==== THE RECORDS ====
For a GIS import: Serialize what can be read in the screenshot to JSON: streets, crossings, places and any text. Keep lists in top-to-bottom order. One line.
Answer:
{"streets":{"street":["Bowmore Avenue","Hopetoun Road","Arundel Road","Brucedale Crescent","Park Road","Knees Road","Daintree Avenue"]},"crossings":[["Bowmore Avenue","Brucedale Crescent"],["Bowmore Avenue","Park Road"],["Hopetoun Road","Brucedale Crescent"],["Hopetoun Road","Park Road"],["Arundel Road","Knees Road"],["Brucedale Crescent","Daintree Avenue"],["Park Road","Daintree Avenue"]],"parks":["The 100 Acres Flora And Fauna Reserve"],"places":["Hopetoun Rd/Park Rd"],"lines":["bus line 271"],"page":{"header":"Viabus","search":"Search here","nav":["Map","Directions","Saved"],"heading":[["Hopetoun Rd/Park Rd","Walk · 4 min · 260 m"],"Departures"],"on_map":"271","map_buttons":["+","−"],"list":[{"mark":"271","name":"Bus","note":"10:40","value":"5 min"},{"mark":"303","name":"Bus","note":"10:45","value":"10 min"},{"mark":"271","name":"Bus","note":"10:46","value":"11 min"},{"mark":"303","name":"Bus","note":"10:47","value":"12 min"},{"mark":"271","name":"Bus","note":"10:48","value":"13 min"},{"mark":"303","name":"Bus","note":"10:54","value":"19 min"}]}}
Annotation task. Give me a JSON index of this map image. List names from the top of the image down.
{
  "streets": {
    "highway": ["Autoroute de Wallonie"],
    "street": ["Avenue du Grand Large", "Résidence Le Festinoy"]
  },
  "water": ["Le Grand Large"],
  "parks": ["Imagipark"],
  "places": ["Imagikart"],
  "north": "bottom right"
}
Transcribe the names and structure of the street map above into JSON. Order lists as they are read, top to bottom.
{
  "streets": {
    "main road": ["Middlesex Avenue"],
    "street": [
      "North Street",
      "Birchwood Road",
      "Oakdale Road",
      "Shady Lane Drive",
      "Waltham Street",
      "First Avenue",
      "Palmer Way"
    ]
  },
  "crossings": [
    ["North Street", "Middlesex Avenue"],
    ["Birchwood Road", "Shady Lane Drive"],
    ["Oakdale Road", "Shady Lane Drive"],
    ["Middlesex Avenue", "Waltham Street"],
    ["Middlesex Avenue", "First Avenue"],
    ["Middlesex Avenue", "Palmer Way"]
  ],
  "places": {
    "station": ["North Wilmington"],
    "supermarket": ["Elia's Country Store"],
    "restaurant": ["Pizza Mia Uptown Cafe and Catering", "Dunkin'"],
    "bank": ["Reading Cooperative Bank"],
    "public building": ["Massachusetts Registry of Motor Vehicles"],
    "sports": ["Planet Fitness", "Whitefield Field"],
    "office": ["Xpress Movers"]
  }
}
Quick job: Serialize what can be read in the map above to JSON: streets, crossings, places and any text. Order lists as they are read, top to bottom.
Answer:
====
PROBLEM DESCRIPTION:
For each record above, write it out again exactly.

SOLUTION FOR THIS EXERCISE:
For a GIS import: Serialize what can be read in the screenshot to JSON: streets, crossings, places and any text. Keep lists in top-to-bottom order. One line.
Answer:
{"streets":{"street":["Bowmore Avenue","Hopetoun Road","Arundel Road","Brucedale Crescent","Park Road","Knees Road","Daintree Avenue"]},"crossings":[["Bowmore Avenue","Brucedale Crescent"],["Bowmore Avenue","Park Road"],["Hopetoun Road","Brucedale Crescent"],["Hopetoun Road","Park Road"],["Arundel Road","Knees Road"],["Brucedale Crescent","Daintree Avenue"],["Park Road","Daintree Avenue"]],"parks":["The 100 Acres Flora And Fauna Reserve"],"places":["Hopetoun Rd/Park Rd"],"lines":["bus line 271"],"page":{"header":"Viabus","search":"Search here","nav":["Map","Directions","Saved"],"heading":[["Hopetoun Rd/Park Rd","Walk · 4 min · 260 m"],"Departures"],"on_map":"271","map_buttons":["+","−"],"list":[{"mark":"271","name":"Bus","note":"10:40","value":"5 min"},{"mark":"303","name":"Bus","note":"10:45","value":"10 min"},{"mark":"271","name":"Bus","note":"10:46","value":"11 min"},{"mark":"303","name":"Bus","note":"10:47","value":"12 min"},{"mark":"271","name":"Bus","note":"10:48","value":"13 min"},{"mark":"303","name":"Bus","note":"10:54","value":"19 min"}]}}
Annotation task. Give me a JSON index of this map image. List names from the top of the image down.
{
  "streets": {
    "highway": ["Autoroute de Wallonie"],
    "street": ["Avenue du Grand Large", "Résidence Le Festinoy"]
  },
  "water": ["Le Grand Large"],
  "parks": ["Imagipark"],
  "places": ["Imagikart"],
  "north": "bottom right"
}
Transcribe the names and structure of the street map above into JSON. Order lists as they are read, top to bottom.
{
  "streets": {
    "main road": ["Middlesex Avenue"],
    "street": [
      "North Street",
      "Birchwood Road",
      "Oakdale Road",
      "Shady Lane Drive",
      "Waltham Street",
      "First Avenue",
      "Palmer Way"
    ]
  },
  "crossings": [
    ["North Street", "Middlesex Avenue"],
    ["Birchwood Road", "Shady Lane Drive"],
    ["Oakdale Road", "Shady Lane Drive"],
    ["Middlesex Avenue", "Waltham Street"],
    ["Middlesex Avenue", "First Avenue"],
    ["Middlesex Avenue", "Palmer Way"]
  ],
  "places": {
    "station": ["North Wilmington"],
    "supermarket": ["Elia's Country Store"],
    "restaurant": ["Pizza Mia Uptown Cafe and Catering", "Dunkin'"],
    "bank": ["Reading Cooperative Bank"],
    "public building": ["Massachusetts Registry of Motor Vehicles"],
    "sports": ["Planet Fitness", "Whitefield Field"],
    "office": ["Xpress Movers"]
  }
}
Quick job: Serialize what can be read in the map above to JSON: streets, crossings, places and any text. Order lists as they are read, top to bottom.
Answer:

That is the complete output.